Au Japon, les architectes ont moins la cote

« Cela devient très difficile de construire à Tokyo. La société est de plus en plus conservatrice. » C’est Kazuyo Sejima qui le dit, le pôle féminin de la célèbre agence Sanaa dont l’aura est, depuis le début du XXIe siècle, un phare pour les jeunes générations. Que ce soit en son nom propre ou au sein de cette agence qu’elle a fondée en 1995 avec Ryue Nishizawa, on lui doit un archipel de bâtiments légers comme des nuages – le New Museum à New York (2007), le Rolex Learning Center de l’Ecole polytechnique de Lausanne (2010), le Louvre-Lens (2012), le Musée Hokusai de Tokyo (2016)… – dont les espaces oniriques ont contribué à forger l’esthétique de notre temps. Le prix Pritzker qu’elle a reçu en 2010, avec Ryue Nishizawa, en prenait acte.

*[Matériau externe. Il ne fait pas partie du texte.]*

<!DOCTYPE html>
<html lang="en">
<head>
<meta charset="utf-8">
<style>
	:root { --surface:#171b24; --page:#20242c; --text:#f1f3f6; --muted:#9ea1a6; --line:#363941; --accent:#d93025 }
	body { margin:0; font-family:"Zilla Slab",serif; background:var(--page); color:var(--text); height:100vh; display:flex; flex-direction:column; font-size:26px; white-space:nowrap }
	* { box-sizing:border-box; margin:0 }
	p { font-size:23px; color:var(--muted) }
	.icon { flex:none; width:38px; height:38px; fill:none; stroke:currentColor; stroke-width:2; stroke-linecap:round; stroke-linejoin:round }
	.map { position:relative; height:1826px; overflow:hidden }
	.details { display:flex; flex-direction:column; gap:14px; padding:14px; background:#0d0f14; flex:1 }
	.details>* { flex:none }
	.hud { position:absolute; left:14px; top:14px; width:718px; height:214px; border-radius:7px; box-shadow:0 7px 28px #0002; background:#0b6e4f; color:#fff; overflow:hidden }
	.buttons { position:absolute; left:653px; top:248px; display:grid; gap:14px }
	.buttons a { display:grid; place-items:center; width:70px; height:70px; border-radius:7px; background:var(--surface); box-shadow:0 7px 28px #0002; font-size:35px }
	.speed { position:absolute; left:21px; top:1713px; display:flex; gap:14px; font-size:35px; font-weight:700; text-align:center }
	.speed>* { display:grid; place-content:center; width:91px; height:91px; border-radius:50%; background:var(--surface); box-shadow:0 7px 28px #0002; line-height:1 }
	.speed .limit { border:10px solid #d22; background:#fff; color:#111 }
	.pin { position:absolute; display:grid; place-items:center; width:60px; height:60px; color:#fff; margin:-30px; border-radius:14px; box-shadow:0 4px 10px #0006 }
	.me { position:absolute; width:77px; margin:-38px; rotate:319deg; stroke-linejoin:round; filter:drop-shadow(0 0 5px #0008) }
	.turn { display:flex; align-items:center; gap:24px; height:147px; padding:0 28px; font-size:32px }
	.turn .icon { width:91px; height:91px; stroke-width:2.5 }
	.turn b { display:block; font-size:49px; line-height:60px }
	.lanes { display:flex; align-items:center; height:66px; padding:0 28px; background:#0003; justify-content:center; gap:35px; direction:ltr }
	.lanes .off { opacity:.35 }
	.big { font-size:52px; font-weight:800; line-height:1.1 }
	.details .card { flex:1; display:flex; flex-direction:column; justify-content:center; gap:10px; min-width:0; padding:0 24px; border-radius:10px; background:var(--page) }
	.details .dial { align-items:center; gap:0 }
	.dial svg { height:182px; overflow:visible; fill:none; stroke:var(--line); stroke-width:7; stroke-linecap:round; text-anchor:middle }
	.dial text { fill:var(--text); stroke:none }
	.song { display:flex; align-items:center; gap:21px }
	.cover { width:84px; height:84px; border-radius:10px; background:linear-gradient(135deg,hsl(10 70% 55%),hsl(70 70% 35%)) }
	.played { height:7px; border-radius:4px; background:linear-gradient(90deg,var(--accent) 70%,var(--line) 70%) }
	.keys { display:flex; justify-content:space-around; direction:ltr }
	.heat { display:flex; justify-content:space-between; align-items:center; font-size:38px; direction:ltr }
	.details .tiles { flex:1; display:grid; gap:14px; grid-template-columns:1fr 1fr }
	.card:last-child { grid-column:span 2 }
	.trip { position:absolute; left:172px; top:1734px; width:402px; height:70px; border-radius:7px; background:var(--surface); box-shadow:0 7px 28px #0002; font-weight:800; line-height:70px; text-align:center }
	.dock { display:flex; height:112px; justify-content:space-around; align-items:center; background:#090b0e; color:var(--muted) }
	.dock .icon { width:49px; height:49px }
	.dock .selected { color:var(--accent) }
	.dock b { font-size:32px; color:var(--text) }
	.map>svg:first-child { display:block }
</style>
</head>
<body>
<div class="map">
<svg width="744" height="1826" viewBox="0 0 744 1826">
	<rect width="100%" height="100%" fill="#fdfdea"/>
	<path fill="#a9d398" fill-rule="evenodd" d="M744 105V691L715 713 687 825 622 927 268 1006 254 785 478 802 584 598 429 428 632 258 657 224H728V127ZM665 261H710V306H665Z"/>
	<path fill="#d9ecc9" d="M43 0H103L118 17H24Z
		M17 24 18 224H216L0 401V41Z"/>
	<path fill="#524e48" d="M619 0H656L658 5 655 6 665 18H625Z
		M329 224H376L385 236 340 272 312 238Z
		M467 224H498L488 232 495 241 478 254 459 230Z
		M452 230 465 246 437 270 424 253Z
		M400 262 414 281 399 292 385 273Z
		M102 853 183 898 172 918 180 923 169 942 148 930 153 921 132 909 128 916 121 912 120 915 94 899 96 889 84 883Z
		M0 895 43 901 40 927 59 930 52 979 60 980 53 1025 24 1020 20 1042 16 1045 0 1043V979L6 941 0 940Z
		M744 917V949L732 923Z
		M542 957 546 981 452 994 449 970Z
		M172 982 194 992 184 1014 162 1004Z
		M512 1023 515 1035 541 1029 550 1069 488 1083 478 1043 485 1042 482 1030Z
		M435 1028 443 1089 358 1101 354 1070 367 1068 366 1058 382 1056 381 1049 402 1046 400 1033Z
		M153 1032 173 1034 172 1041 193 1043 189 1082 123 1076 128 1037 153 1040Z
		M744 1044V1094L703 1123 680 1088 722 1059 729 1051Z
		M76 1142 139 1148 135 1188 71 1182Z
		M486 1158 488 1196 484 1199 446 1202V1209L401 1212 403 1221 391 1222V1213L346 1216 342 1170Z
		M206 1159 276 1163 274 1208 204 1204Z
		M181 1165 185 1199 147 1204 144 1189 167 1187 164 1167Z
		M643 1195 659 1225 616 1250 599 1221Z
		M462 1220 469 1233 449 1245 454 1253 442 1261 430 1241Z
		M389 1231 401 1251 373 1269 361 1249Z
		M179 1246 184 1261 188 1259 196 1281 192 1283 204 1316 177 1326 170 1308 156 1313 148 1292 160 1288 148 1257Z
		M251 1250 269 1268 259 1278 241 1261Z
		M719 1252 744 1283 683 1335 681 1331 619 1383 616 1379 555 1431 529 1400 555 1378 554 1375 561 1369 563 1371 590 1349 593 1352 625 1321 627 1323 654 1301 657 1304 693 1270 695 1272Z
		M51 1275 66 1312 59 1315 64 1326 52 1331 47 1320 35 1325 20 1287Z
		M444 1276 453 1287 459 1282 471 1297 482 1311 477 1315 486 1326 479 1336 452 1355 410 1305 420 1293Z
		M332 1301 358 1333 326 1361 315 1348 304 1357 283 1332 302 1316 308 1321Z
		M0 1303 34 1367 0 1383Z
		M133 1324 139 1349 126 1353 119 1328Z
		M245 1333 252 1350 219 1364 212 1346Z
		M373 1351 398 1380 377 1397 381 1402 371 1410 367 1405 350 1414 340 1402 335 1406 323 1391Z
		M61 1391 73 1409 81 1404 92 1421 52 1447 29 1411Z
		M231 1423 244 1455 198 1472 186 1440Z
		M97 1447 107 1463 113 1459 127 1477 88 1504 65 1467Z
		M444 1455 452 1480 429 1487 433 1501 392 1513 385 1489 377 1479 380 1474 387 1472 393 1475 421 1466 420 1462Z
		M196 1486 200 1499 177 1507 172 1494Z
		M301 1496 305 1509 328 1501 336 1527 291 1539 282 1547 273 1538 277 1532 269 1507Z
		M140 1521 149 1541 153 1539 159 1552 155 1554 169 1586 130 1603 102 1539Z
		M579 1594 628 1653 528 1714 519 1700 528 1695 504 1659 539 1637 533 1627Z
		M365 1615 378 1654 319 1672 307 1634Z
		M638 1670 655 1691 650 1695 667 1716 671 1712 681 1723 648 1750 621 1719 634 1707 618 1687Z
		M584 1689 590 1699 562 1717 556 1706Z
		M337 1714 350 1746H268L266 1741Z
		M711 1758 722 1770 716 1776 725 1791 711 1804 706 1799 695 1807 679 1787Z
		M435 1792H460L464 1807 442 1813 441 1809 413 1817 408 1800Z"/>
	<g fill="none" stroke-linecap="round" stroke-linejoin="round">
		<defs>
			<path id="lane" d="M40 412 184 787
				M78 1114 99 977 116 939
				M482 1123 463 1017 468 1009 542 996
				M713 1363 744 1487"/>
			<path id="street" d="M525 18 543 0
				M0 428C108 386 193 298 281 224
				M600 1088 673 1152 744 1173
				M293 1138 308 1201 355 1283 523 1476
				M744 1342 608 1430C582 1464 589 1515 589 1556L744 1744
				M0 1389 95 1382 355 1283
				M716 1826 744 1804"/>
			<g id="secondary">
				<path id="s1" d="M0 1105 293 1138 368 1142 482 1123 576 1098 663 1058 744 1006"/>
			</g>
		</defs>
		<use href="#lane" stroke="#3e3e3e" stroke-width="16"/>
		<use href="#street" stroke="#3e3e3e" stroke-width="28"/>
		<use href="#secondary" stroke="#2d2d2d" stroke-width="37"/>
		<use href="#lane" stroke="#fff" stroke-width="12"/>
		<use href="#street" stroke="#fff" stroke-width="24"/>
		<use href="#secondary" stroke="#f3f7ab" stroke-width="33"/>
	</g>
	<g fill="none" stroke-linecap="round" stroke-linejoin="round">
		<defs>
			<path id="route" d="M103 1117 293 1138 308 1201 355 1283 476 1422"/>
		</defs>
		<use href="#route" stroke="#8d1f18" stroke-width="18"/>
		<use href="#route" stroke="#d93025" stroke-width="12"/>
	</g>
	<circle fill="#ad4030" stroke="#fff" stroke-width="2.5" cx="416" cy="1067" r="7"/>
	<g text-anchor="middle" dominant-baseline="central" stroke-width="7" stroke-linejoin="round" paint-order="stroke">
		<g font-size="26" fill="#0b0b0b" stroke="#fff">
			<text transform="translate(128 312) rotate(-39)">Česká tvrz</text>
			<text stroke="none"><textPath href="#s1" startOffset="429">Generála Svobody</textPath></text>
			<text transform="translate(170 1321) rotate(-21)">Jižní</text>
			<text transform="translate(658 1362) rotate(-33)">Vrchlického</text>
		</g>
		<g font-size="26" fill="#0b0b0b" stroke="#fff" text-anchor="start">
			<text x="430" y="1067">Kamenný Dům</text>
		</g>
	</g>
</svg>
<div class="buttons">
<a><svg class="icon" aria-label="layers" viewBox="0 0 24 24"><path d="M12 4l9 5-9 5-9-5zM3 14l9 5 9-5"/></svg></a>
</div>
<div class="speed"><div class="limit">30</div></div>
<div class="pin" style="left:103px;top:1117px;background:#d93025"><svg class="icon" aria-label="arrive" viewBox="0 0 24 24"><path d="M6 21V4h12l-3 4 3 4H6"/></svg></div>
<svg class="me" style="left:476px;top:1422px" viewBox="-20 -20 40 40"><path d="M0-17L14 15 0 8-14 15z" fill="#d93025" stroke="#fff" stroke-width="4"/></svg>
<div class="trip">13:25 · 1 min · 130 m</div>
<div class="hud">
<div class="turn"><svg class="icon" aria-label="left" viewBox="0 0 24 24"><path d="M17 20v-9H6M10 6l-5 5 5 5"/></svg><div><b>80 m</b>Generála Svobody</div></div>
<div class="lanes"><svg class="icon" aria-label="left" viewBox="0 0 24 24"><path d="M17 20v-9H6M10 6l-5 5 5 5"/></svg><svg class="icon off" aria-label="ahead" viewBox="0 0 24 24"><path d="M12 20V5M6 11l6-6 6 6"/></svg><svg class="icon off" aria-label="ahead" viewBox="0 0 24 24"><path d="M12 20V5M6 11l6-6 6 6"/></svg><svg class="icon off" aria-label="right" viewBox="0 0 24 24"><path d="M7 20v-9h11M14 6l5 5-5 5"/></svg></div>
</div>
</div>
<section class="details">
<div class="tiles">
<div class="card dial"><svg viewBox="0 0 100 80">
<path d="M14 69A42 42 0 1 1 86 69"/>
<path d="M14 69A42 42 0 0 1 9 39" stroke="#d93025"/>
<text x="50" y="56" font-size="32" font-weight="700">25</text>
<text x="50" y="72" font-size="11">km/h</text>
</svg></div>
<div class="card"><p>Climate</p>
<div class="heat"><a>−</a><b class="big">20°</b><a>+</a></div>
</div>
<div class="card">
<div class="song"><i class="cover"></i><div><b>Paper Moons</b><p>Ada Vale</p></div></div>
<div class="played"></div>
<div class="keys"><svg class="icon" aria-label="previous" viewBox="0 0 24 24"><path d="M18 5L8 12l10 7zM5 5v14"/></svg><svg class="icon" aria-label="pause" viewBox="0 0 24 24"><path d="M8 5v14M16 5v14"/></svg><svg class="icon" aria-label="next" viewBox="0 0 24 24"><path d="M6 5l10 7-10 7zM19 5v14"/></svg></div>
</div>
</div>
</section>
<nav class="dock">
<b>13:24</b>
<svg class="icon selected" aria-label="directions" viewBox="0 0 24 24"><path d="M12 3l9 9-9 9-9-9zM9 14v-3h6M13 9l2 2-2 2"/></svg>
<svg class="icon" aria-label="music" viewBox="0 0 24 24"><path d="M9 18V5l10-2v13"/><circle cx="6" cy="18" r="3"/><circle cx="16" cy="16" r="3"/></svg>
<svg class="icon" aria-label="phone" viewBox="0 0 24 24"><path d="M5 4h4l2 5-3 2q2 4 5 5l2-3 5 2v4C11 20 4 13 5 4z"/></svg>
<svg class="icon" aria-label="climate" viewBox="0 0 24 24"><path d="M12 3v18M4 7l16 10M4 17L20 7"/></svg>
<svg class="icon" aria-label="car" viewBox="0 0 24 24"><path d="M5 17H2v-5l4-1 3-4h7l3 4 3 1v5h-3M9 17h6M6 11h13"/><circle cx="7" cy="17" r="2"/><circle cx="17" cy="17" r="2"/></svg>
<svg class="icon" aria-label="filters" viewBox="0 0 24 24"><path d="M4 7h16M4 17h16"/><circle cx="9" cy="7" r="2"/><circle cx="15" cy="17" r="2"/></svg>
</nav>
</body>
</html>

Quand la candidature de Tokyo a été retenue pour les Jeux olympiques (JO) de 2020, Kazuyo Sejima a voulu s’associer à ce moment qui promettait d’être grand pour sa ville. Elle n’avait pas imaginé que son agence ne remplirait pas les critères exigés. « Seules les très grandes entreprises étaient éligibles. Il fallait employer au moins cent architectes agréés et disposer d’un certain nombre de références dans le domaine des installations sportives. Bien que notre agence soit située au coin d’une rue où de nombreuses installations olympiques étaient prévues, la seule chose pour laquelle nous avons pu participer à un concours était un portail. Et nous avons perdu. »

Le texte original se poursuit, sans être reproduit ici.